To make this post small and simple, I will define the scope of the virtualization solution that I will implement and deploy. I want to build a solution to manage my own home servers throught a web platform. Why not use one of the existing solutions in the market?. Well, I want to have fun and learn new things. To resume, I want a challenge!.

Note that this is the very first part of a series of blogs where I will put my steps designing and building this virtualization solution. Stay tuned!.

Let’s get started

If you ever used Digital Ocean, then you used the pretty face of a complete virtualization solution but on a big scale, also called IaaS (Infrastructure as a Service). The purpose of an IaaS is to abstract all hardware, servers, networks, storage etc and offer it as an online service. The topic is bigger, but we will maintain it small. Go go go!.

First, at a high level, we need to identify each component of the solution. Each of these components, produces logs, has security implications, needs to be available as much time as possible and has to respond to performance requirements.

For this solution, I will use an API as an entry point to manage virtual machines, storage, and networks. Who can invoke these backend operations?. Logically, just me :-). I was thinking of security using Basic Auth to handle authentication, but probably, I will use JWT to handle authentication and authorization to restrict the use of some methods of the API and be stateless.

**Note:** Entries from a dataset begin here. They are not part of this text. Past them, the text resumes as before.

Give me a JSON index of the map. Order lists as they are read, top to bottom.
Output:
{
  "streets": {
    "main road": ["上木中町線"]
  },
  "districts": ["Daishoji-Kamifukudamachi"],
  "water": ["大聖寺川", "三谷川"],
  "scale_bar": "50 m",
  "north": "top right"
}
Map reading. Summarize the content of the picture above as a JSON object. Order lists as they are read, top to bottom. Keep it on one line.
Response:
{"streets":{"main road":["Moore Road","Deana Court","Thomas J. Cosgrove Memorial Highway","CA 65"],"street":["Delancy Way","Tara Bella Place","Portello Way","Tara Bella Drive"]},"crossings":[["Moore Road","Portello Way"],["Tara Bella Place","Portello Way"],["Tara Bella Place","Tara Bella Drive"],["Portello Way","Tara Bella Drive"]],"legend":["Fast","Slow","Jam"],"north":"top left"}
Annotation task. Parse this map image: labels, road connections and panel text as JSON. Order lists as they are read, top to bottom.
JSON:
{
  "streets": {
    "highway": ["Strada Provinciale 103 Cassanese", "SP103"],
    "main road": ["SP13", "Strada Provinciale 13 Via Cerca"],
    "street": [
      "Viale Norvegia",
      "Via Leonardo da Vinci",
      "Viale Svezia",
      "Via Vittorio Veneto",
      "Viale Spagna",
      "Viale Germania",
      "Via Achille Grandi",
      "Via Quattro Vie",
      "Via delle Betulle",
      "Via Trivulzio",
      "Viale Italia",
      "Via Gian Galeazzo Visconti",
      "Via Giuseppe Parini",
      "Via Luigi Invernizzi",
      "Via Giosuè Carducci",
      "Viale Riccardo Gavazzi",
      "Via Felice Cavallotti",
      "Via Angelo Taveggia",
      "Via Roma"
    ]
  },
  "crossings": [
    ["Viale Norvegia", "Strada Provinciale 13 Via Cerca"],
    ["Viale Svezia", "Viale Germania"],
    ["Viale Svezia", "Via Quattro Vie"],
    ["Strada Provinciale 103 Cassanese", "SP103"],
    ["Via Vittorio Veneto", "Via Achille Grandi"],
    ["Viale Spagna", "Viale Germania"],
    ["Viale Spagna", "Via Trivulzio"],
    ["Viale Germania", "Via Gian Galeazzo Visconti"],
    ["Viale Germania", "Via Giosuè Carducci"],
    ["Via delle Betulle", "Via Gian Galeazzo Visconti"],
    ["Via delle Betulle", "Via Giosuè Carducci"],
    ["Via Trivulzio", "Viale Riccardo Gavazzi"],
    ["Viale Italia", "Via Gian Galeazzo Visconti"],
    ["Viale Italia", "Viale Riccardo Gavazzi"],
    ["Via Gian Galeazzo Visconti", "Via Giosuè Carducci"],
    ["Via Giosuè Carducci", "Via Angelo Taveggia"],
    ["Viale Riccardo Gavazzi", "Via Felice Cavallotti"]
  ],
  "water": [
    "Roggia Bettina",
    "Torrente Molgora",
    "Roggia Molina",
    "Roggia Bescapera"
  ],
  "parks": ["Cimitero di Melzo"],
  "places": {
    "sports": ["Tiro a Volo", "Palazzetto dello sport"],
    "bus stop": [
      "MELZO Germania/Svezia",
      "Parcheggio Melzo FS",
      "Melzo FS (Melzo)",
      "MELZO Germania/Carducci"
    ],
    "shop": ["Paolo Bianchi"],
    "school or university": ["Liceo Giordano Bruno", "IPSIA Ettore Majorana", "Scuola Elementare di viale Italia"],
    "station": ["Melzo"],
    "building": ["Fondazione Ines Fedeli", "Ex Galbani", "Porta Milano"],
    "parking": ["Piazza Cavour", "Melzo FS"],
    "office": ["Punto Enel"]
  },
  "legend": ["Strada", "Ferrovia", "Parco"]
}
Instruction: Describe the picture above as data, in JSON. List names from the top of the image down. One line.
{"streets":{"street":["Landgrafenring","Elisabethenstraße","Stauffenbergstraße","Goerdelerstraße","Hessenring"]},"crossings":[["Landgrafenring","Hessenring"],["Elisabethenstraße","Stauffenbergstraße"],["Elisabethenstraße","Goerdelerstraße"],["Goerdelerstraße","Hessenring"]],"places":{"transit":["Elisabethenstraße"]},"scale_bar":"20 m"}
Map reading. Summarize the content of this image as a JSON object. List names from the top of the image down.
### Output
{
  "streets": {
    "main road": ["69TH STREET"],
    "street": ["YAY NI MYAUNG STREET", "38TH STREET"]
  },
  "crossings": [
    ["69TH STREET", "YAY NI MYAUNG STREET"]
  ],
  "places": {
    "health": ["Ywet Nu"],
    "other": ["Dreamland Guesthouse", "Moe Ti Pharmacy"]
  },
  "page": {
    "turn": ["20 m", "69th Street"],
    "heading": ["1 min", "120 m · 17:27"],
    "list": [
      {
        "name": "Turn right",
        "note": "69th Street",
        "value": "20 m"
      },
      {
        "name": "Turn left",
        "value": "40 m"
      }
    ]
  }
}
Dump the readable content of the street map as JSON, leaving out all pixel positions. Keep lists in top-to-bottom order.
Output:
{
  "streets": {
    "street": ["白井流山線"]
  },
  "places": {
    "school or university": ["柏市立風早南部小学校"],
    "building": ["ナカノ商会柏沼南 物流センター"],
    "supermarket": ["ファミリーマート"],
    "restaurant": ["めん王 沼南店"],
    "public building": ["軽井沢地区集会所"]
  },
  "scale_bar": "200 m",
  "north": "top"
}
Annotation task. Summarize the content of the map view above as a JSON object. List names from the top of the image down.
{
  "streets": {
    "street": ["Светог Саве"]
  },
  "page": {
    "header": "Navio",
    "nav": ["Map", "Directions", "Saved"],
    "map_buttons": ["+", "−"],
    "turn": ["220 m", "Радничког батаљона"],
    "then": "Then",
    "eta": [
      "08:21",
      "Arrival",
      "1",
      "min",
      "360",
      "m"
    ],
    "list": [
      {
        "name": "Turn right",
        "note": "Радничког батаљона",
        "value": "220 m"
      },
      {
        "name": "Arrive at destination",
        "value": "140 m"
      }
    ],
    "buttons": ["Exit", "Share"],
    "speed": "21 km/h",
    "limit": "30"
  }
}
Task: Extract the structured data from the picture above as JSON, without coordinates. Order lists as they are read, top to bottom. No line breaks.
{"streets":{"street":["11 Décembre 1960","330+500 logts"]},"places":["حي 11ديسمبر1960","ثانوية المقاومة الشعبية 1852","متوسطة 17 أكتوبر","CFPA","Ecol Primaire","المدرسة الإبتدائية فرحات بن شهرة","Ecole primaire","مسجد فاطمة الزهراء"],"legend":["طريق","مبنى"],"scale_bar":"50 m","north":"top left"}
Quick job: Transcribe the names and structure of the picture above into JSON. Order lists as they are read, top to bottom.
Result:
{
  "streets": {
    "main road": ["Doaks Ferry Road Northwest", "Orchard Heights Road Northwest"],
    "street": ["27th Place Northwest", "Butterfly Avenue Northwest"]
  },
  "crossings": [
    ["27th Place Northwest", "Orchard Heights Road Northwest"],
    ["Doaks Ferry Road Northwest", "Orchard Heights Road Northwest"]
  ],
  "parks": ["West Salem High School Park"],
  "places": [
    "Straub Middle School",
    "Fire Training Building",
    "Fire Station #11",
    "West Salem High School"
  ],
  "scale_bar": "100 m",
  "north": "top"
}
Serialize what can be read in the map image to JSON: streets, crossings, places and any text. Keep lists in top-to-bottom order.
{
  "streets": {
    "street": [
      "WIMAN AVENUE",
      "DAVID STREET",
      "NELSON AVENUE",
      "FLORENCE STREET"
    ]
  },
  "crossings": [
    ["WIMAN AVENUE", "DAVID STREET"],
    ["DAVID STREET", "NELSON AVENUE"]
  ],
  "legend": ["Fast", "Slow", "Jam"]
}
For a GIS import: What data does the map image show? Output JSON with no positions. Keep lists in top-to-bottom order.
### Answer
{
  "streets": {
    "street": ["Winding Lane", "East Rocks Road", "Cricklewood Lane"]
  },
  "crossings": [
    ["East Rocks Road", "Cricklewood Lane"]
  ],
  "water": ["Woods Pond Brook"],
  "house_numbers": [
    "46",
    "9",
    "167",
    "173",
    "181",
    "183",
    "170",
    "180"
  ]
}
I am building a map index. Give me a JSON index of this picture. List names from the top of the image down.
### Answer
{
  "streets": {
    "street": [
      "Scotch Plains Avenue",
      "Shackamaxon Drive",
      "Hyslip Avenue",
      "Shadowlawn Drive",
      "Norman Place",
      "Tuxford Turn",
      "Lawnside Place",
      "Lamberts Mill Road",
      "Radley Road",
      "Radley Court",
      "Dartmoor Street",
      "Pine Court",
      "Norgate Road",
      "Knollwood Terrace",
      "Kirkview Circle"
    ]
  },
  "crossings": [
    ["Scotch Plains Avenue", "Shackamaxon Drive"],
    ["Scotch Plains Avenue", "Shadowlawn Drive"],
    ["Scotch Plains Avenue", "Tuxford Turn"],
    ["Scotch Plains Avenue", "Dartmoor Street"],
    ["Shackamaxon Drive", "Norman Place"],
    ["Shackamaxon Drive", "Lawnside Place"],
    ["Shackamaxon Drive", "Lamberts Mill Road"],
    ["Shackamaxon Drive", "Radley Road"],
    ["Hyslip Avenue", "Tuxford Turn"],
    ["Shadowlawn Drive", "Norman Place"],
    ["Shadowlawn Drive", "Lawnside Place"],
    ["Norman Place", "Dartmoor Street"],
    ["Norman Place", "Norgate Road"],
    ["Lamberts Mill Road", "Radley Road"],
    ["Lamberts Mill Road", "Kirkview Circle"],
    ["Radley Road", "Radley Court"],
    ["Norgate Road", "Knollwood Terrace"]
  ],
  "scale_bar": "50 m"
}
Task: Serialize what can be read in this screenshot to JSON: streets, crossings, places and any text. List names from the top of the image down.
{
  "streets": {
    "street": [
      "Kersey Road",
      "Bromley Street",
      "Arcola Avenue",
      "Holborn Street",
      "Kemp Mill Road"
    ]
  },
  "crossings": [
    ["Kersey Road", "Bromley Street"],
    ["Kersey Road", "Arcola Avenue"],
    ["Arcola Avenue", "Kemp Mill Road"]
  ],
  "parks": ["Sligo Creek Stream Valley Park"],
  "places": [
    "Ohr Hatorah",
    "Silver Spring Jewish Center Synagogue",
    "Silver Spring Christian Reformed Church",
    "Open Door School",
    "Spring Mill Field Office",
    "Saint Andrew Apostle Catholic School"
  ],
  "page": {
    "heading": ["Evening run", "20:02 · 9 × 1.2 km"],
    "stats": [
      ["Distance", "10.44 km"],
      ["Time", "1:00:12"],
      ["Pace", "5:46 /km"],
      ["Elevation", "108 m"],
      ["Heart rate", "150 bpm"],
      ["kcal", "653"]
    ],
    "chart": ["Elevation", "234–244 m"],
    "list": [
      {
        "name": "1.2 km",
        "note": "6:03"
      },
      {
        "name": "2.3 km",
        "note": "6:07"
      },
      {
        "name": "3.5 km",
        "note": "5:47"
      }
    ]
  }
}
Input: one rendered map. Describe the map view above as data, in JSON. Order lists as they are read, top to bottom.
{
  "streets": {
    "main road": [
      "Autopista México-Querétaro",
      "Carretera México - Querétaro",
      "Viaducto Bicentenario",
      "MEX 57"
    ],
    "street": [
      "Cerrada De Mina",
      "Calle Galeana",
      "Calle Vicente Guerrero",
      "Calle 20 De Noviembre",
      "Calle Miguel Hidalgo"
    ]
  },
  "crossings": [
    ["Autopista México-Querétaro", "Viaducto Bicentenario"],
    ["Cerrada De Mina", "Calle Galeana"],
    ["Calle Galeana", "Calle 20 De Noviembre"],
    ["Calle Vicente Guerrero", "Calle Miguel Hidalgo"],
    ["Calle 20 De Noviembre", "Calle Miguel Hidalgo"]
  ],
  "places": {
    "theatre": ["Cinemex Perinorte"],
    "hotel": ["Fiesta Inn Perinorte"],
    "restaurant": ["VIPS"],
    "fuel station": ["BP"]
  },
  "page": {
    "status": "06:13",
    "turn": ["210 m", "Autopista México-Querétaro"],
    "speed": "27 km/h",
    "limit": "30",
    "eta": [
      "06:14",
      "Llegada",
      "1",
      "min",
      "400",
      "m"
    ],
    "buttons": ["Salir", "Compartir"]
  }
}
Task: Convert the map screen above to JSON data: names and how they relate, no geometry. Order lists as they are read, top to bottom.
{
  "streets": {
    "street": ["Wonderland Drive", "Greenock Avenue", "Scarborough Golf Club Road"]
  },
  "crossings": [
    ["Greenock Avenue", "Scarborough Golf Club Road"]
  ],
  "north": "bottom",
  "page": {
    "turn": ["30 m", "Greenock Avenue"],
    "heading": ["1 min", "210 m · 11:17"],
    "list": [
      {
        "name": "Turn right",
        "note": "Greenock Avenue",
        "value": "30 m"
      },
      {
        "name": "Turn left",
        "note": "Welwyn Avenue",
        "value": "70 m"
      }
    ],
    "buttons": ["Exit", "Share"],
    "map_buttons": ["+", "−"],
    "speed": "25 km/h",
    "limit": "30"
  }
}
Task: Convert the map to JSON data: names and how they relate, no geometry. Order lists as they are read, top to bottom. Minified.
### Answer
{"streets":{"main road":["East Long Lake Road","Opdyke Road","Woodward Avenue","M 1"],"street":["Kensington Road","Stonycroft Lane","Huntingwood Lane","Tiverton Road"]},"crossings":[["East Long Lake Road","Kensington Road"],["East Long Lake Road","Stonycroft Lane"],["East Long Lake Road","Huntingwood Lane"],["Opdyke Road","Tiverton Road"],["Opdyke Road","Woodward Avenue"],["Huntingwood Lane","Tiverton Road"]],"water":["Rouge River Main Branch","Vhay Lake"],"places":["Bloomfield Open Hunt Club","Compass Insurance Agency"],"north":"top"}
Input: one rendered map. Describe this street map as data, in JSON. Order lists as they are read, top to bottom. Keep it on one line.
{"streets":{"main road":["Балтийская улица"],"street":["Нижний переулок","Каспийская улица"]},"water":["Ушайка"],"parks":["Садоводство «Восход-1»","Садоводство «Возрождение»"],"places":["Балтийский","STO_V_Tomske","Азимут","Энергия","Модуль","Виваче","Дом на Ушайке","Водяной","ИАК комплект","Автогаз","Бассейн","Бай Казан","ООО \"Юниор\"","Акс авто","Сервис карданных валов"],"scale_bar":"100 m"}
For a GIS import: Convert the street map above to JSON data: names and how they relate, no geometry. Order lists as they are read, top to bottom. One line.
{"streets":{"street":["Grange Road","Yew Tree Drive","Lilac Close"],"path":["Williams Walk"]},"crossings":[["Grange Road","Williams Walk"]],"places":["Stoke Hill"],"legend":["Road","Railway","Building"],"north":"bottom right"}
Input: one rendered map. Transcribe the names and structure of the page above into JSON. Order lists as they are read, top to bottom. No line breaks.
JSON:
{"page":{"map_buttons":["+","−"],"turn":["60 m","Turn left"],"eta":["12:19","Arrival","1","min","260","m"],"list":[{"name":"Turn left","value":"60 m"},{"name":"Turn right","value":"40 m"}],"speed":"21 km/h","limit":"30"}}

Who receives the payload from the API?. The host agent. This agent, installed inside the host, invokes methods from the libvirt library. Who can monitor the state of the virtual machines?. Only the guest agent, that runs inside the VM deployed from the host.

Backend

This is an application that runs multiple web services. The main purpose of this component is to manage hosts resources through the host agent. It is the main interface of the system. Also, this application is responsible for scheduling virtual machines in the current hosts using a scheduler algorithm that will check CPU, memory and energy consumption.

Scheduler algorithm can be used with a policy file written (for example) in YAML to make it as more generic as possible to be able to implement multiple schedulers using the same codebase.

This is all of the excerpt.